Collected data
* * *

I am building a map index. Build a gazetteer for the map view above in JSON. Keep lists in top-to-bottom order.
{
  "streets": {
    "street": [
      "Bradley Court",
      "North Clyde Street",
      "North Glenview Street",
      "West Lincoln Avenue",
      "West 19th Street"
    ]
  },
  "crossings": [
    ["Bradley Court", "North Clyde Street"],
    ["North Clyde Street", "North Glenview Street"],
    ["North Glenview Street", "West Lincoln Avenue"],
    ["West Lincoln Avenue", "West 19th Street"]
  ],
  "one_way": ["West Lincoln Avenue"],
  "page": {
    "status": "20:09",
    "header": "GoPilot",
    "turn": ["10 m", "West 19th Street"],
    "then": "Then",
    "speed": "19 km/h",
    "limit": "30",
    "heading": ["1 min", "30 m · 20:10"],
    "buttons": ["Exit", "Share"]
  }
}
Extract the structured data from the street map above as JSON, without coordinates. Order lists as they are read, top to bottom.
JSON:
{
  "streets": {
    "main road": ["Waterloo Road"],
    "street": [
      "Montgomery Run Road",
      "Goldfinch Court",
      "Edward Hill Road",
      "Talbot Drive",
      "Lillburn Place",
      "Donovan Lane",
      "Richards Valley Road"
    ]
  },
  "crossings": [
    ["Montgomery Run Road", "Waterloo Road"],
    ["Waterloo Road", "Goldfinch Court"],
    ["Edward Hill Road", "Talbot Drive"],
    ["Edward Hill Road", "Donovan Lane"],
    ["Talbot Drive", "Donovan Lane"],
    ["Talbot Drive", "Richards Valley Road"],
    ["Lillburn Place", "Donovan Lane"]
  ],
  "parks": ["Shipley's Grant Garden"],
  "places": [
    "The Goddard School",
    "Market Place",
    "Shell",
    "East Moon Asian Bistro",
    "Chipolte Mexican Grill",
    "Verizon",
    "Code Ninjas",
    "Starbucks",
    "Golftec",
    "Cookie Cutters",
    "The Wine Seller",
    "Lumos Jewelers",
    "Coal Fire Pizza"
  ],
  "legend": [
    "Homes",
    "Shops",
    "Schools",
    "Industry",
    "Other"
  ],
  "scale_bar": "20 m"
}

* * *

All entries above are to be reproduced exactly.

I am building a map index. Build a gazetteer for the map view above in JSON. Keep lists in top-to-bottom order.
{
  "streets": {
    "street": [
      "Bradley Court",
      "North Clyde Street",
      "North Glenview Street",
      "West Lincoln Avenue",
      "West 19th Street"
    ]
  },
  "crossings": [
    ["Bradley Court", "North Clyde Street"],
    ["North Clyde Street", "North Glenview Street"],
    ["North Glenview Street", "West Lincoln Avenue"],
    ["West Lincoln Avenue", "West 19th Street"]
  ],
  "one_way": ["West Lincoln Avenue"],
  "page": {
    "status": "20:09",
    "header": "GoPilot",
    "turn": ["10 m", "West 19th Street"],
    "then": "Then",
    "speed": "19 km/h",
    "limit": "30",
    "heading": ["1 min", "30 m · 20:10"],
    "buttons": ["Exit", "Share"]
  }
}
Extract the structured data from the street map above as JSON, without coordinates. Order lists as they are read, top to bottom.
JSON:
{
  "streets": {
    "main road": ["Waterloo Road"],
    "street": [
      "Montgomery Run Road",
      "Goldfinch Court",
      "Edward Hill Road",
      "Talbot Drive",
      "Lillburn Place",
      "Donovan Lane",
      "Richards Valley Road"
    ]
  },
  "crossings": [
    ["Montgomery Run Road", "Waterloo Road"],
    ["Waterloo Road", "Goldfinch Court"],
    ["Edward Hill Road", "Talbot Drive"],
    ["Edward Hill Road", "Donovan Lane"],
    ["Talbot Drive", "Donovan Lane"],
    ["Talbot Drive", "Richards Valley Road"],
    ["Lillburn Place", "Donovan Lane"]
  ],
  "parks": ["Shipley's Grant Garden"],
  "places": [
    "The Goddard School",
    "Market Place",
    "Shell",
    "East Moon Asian Bistro",
    "Chipolte Mexican Grill",
    "Verizon",
    "Code Ninjas",
    "Starbucks",
    "Golftec",
    "Cookie Cutters",
    "The Wine Seller",
    "Lumos Jewelers",
    "Coal Fire Pizza"
  ],
  "legend": [
    "Homes",
    "Shops",
    "Schools",
    "Industry",
    "Other"
  ],
  "scale_bar": "20 m"
}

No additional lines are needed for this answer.